Одна рука ее была вытянута вперед, кисть сжата в кулачок, а над ним торчал вверх большой палец — традиционный в Америке знак просьбы остановиться и подвезти. За спиной у девушки был ярко-красный нейлоновый маленький рюкзачок. Я тут же остановился.

Оказалось, что девушку зовут Синг и глаза у нее действительно раскосые. Родилась она и выросла на Тайване. Закончила университет в Тайбее по специальности биология, а сейчас стажируется в медицинской школе в Хановере.

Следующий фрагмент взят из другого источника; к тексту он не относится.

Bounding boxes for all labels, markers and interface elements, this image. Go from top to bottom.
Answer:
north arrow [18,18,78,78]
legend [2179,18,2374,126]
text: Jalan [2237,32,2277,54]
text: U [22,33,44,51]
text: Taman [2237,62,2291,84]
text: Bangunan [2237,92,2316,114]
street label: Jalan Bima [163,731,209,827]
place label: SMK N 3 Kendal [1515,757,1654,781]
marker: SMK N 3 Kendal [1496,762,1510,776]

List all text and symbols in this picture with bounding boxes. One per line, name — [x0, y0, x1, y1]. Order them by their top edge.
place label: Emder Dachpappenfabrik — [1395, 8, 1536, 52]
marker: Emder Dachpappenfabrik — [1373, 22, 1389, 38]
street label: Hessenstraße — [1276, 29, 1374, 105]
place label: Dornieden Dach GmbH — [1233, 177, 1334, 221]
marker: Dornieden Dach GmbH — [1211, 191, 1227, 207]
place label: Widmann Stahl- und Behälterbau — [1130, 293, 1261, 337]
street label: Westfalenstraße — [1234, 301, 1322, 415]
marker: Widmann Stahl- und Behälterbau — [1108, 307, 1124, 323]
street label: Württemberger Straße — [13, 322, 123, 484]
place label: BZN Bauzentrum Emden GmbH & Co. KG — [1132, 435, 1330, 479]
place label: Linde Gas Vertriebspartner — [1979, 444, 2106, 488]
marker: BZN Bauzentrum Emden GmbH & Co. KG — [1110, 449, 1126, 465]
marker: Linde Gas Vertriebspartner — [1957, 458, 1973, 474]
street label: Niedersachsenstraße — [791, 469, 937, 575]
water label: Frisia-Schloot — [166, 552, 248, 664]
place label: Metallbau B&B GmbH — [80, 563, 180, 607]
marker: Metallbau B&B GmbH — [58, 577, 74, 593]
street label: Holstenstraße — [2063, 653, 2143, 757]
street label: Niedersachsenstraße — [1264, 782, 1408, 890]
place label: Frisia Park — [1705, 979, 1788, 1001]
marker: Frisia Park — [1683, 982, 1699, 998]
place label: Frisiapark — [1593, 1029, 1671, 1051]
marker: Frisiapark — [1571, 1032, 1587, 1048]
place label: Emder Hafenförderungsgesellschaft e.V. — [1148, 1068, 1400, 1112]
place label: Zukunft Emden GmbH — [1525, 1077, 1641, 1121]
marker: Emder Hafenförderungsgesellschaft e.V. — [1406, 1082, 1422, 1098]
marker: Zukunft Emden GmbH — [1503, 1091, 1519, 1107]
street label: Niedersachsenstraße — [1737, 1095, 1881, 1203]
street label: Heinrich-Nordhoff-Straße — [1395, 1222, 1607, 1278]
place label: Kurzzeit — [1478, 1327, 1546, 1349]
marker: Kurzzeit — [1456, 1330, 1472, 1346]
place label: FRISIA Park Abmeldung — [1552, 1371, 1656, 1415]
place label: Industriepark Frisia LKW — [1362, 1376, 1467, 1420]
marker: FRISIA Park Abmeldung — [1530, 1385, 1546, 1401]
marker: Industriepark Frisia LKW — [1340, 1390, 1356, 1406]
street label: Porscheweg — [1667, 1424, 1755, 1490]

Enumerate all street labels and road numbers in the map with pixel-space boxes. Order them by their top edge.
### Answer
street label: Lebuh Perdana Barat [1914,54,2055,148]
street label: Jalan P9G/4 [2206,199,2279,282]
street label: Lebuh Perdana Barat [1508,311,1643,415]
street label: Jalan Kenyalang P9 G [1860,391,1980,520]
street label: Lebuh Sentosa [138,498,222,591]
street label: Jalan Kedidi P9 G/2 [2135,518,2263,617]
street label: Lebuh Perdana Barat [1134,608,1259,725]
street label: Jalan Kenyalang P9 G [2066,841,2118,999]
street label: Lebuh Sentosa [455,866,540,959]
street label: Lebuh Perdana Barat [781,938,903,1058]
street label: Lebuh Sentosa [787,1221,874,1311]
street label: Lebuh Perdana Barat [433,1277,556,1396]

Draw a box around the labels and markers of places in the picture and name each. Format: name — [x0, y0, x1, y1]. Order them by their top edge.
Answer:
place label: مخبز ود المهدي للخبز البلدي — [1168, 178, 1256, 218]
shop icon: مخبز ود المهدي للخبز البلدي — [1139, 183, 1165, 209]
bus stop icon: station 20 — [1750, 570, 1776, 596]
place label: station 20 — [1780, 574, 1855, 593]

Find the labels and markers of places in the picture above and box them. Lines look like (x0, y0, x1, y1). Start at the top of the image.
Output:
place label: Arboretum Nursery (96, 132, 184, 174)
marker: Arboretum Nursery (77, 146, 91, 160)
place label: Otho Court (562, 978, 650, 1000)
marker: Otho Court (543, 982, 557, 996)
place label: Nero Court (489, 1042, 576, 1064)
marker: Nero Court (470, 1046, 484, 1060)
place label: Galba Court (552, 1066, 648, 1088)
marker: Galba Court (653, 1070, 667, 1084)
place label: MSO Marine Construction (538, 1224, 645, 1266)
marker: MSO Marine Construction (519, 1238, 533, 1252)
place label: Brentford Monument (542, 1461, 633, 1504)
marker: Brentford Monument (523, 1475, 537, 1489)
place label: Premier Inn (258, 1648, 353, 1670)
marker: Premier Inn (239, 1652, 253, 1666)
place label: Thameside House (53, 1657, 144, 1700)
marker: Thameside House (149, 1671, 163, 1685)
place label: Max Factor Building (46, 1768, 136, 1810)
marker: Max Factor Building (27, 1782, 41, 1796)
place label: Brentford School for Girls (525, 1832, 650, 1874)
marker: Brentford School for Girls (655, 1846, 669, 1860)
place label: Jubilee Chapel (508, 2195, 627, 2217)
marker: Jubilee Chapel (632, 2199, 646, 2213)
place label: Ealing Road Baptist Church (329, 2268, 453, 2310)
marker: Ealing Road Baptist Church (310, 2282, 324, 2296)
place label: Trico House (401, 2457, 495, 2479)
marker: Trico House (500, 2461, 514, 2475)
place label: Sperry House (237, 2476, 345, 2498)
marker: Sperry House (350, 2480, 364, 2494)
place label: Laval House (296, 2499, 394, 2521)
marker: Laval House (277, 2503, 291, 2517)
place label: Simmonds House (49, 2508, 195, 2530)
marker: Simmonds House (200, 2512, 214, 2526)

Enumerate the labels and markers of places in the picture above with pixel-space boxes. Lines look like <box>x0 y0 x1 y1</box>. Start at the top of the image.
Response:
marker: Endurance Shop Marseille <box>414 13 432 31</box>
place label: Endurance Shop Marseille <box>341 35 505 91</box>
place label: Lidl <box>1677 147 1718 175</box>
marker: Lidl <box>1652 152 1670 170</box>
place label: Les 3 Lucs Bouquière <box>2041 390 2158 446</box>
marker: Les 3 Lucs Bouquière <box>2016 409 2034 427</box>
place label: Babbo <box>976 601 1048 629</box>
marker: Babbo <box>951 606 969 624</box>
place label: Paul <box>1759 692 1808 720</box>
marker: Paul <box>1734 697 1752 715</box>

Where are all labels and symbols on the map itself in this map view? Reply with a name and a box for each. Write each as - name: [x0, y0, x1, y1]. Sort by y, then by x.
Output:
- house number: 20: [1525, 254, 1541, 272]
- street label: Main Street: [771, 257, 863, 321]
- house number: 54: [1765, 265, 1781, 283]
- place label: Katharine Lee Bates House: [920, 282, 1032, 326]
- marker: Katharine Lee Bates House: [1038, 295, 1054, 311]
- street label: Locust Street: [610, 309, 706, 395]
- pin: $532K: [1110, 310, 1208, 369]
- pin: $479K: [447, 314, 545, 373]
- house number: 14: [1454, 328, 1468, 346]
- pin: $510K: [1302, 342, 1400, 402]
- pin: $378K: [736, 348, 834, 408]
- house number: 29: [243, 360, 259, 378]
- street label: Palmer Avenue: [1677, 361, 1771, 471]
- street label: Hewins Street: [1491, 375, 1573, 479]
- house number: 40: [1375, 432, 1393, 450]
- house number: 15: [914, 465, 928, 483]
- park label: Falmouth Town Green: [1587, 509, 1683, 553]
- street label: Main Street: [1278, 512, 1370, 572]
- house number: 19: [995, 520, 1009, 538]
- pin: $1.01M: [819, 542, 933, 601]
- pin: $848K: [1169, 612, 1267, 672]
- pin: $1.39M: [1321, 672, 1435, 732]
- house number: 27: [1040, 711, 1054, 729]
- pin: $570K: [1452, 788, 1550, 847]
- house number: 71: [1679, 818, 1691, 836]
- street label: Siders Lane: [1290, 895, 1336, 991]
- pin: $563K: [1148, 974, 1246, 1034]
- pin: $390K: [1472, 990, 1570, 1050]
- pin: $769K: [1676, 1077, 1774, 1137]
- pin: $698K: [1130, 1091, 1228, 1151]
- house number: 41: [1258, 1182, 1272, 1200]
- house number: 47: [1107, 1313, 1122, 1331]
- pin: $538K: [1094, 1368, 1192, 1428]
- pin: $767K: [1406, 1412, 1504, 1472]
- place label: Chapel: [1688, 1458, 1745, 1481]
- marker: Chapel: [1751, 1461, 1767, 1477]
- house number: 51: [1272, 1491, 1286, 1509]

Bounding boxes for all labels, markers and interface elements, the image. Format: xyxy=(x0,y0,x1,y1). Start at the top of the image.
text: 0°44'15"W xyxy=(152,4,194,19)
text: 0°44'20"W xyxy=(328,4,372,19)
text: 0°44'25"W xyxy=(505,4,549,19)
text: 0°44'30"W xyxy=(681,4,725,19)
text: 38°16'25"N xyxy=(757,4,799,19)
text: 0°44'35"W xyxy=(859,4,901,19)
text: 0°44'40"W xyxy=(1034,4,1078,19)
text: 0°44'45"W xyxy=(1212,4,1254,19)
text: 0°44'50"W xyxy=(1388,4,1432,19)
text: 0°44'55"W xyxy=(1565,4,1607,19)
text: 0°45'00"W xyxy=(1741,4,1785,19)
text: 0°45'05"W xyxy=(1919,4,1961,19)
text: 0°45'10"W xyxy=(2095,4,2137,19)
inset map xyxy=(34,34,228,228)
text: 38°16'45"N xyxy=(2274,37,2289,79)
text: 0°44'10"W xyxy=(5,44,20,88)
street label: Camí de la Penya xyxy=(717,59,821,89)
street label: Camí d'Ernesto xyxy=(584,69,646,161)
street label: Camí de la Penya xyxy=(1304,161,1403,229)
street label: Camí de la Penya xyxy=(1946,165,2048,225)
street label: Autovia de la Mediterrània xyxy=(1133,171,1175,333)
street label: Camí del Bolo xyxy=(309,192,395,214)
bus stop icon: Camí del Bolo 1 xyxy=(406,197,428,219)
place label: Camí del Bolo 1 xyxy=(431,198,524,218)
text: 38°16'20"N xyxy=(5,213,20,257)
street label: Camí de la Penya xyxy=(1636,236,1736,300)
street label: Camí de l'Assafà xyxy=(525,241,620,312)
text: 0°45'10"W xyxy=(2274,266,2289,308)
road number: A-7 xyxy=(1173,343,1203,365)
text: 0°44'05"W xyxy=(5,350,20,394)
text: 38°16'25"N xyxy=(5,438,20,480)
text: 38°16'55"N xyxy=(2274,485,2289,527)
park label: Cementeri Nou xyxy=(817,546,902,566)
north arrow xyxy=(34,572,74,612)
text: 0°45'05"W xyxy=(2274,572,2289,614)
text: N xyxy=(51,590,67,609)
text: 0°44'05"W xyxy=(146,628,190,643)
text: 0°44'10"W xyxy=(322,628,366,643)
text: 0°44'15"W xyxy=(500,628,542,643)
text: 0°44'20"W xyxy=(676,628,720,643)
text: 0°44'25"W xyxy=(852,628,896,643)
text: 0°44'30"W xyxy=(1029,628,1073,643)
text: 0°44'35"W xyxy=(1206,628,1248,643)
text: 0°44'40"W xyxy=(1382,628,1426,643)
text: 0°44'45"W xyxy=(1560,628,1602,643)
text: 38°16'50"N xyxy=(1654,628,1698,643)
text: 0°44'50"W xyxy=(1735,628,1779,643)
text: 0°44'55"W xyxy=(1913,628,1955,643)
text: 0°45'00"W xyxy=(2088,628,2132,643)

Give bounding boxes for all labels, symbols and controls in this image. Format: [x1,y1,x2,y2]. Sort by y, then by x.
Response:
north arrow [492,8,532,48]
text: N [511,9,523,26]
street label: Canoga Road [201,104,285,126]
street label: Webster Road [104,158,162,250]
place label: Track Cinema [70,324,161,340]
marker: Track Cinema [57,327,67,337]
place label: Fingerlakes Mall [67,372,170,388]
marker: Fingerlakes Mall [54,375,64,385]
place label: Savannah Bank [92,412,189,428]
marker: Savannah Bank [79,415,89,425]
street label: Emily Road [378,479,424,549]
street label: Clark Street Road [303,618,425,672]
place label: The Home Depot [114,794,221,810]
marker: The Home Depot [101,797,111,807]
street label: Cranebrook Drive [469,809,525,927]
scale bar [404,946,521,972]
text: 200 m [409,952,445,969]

— Я работаю каждый день до девяти вечера, но субботы и воскресенья у меня свободны, я дам вам свой телефон, и, если вы тоже свободны в уик-энд, мы с подружкой, ее зовут Юан, приглашаем вас в гости.

Удивительно устроен мир. Улыбнулась Синг, и все китайцы уже мне близки, они ведь из страны Синг…

Она говорила на каком-то странном птичьем языке, в котором лишь с трудом угадывались английские слова. Но наиболее часто она повторяла:

— Игор, но почему, почему вы не любите нас, китайцев? Ну почему вы не хотите, чтобы мы развивались?

— Кто тебе сказал, что мы не любим китайцев, дорогая Синг?

— Но ведь, Игор, все же здесь так говорят!

Так мы часто разговаривали с Синг после того, как она пригласила меня к себе в гости. Вместе с подружкой-американкой она снимала маленький двухэтажный домик: внизу — гостиная и кухня, вверху — две спальни. Домик стоял у дороги, как раз в том месте, где она голосовала, когда я первый раз ее подвез. Синг любила компании, и у нее иногда собиралось общество, которое она называла «интернациональный клуб». В него входили врач-француз с женой, повышающий свою квалификацию в той же школе, в которой училась Синг, и еще стажеры из разных стран. Вот что я записал об этом в своем дневнике.

31 марта, суббота. Двенадцать часов ночи. Только что пришел с вечера у Синг. Ее подружка и еще какие-то посетители их кружка — мексиканцы, японцы — уехали, но кроме меня на вечеринке были еще итальянка Кармелла с сыном десяти лет и американец Майк. Кармелла — жена сослуживца Синг — итальянского доктора. Майк — американец, студент-медик, работающий в лаборатории Синг. Было много китайской еды, бутылка сухого вина и разговоры за жизнь. В основном о России и об Америке. Кармелла работает в огромном магазине-универсаме. Рассказывала об ужасной бедности и бесправии своих сослуживцев, ругала систему необеспеченности, считала, что в Италии каждый рабочий живет гораздо лучше, чем в США. Майк возражал.